=== Begin Enclosure ===

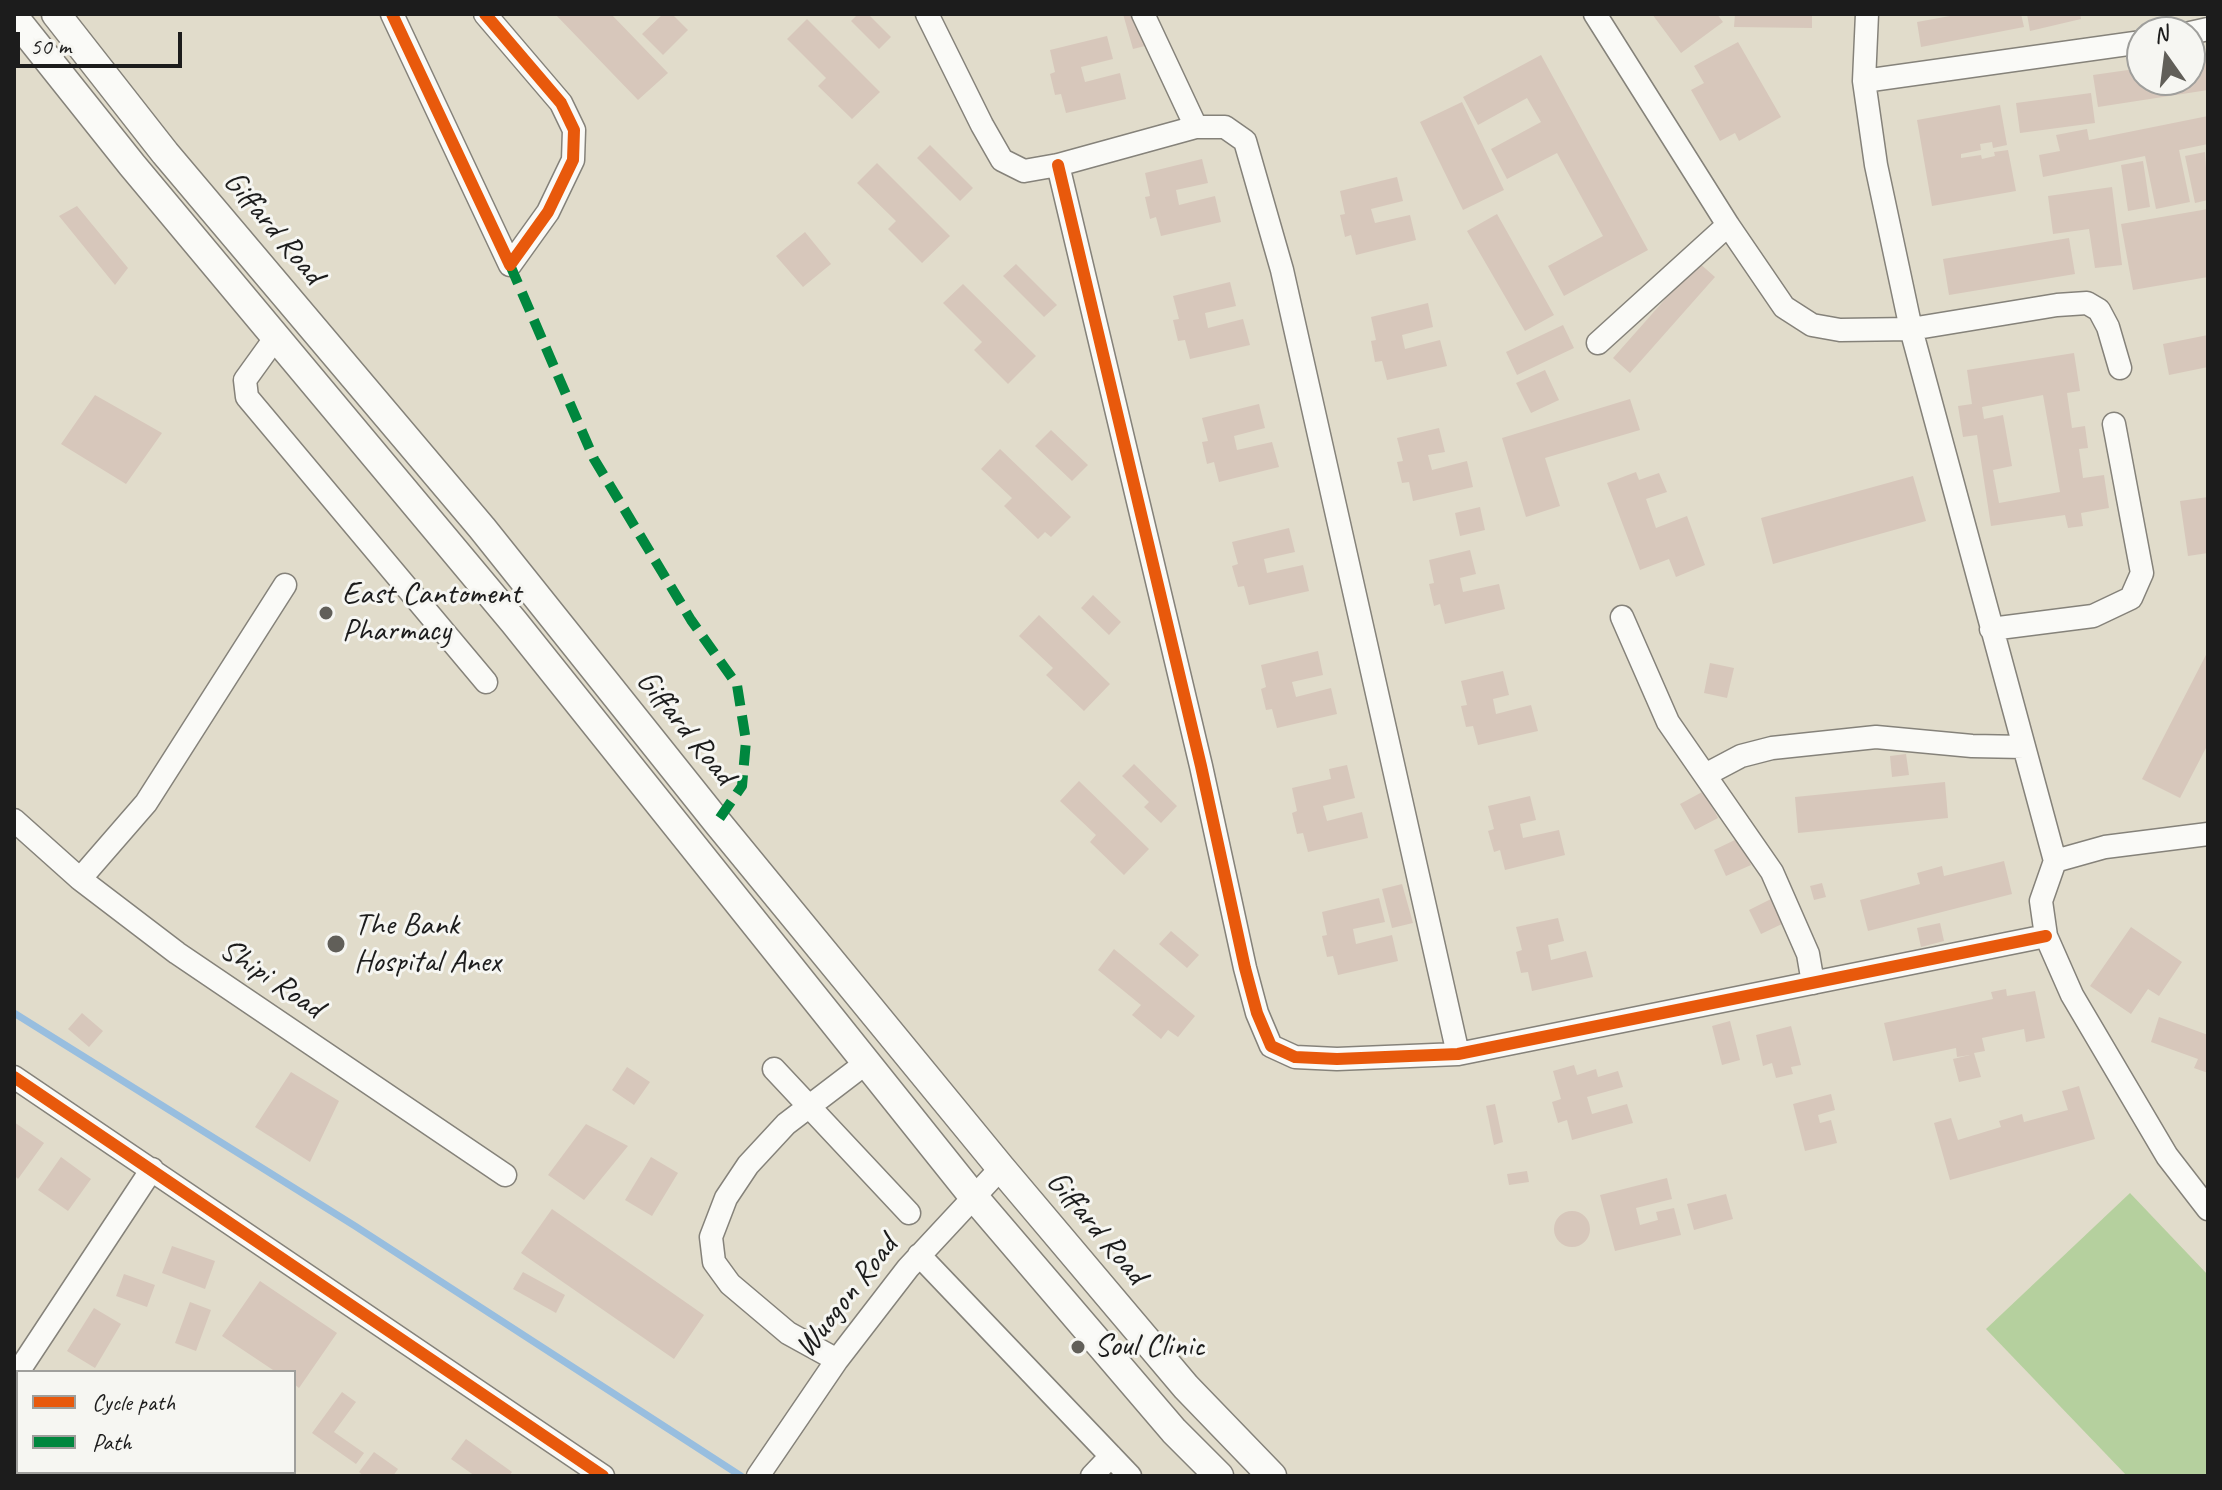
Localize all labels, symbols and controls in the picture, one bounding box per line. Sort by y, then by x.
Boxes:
scale bar [20,16,186,66]
north arrow [2126,16,2206,96]
text: N [2151,19,2171,50]
text: 50 m [30,31,71,61]
street label: Giffard Road [215,164,331,292]
place label: East Cantoment Pharmacy [342,576,521,651]
marker: East Cantoment Pharmacy [317,604,335,622]
street label: Giffard Road [627,663,743,793]
place label: The Bank Hospital Anex [354,907,501,982]
street label: Shipi Road [212,931,330,1027]
marker: The Bank Hospital Anex [325,933,347,955]
street label: Giffard Road [1038,1164,1154,1292]
street label: Wuogon Road [787,1228,907,1366]
place label: Soul Clinic [1094,1328,1204,1366]
marker: Soul Clinic [1069,1338,1087,1356]
legend [16,1370,296,1474]
text: Cycle path [92,1387,175,1417]
text: Path [92,1427,132,1457]

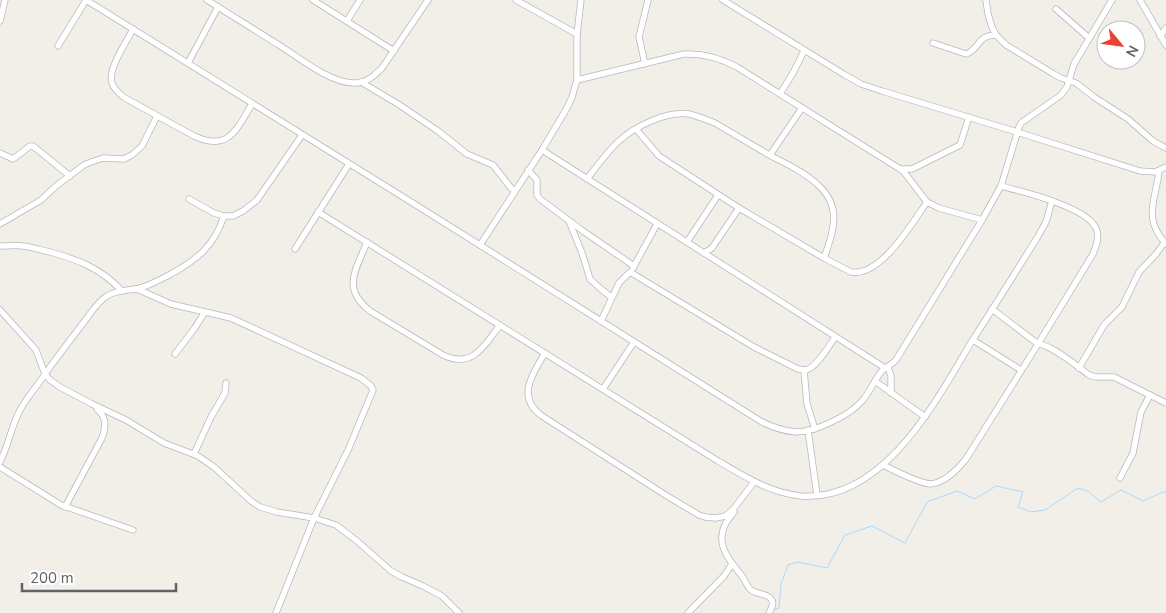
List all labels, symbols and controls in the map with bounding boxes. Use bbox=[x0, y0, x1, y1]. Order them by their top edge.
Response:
north arrow bbox=[1096, 20, 1146, 70]
text: N bbox=[1121, 42, 1143, 60]
scale bar bbox=[22, 560, 176, 592]
text: 200 m bbox=[30, 568, 74, 588]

=== End Enclosure ===

*Action item:*
The expected output is the full material above, word for word, without pictures.

*Solution for this exercise:*
Localize all labels, symbols and controls in the picture, one bounding box per line. Sort by y, then by x.
Boxes:
scale bar [20,16,186,66]
north arrow [2126,16,2206,96]
text: N [2151,19,2171,50]
text: 50 m [30,31,71,61]
street label: Giffard Road [215,164,331,292]
place label: East Cantoment Pharmacy [342,576,521,651]
marker: East Cantoment Pharmacy [317,604,335,622]
street label: Giffard Road [627,663,743,793]
place label: The Bank Hospital Anex [354,907,501,982]
street label: Shipi Road [212,931,330,1027]
marker: The Bank Hospital Anex [325,933,347,955]
street label: Giffard Road [1038,1164,1154,1292]
street label: Wuogon Road [787,1228,907,1366]
place label: Soul Clinic [1094,1328,1204,1366]
marker: Soul Clinic [1069,1338,1087,1356]
legend [16,1370,296,1474]
text: Cycle path [92,1387,175,1417]
text: Path [92,1427,132,1457]

List all labels, symbols and controls in the map with bounding boxes. Use bbox=[x0, y0, x1, y1]. Order them by their top edge.
Response:
north arrow bbox=[1096, 20, 1146, 70]
text: N bbox=[1121, 42, 1143, 60]
scale bar bbox=[22, 560, 176, 592]
text: 200 m bbox=[30, 568, 74, 588]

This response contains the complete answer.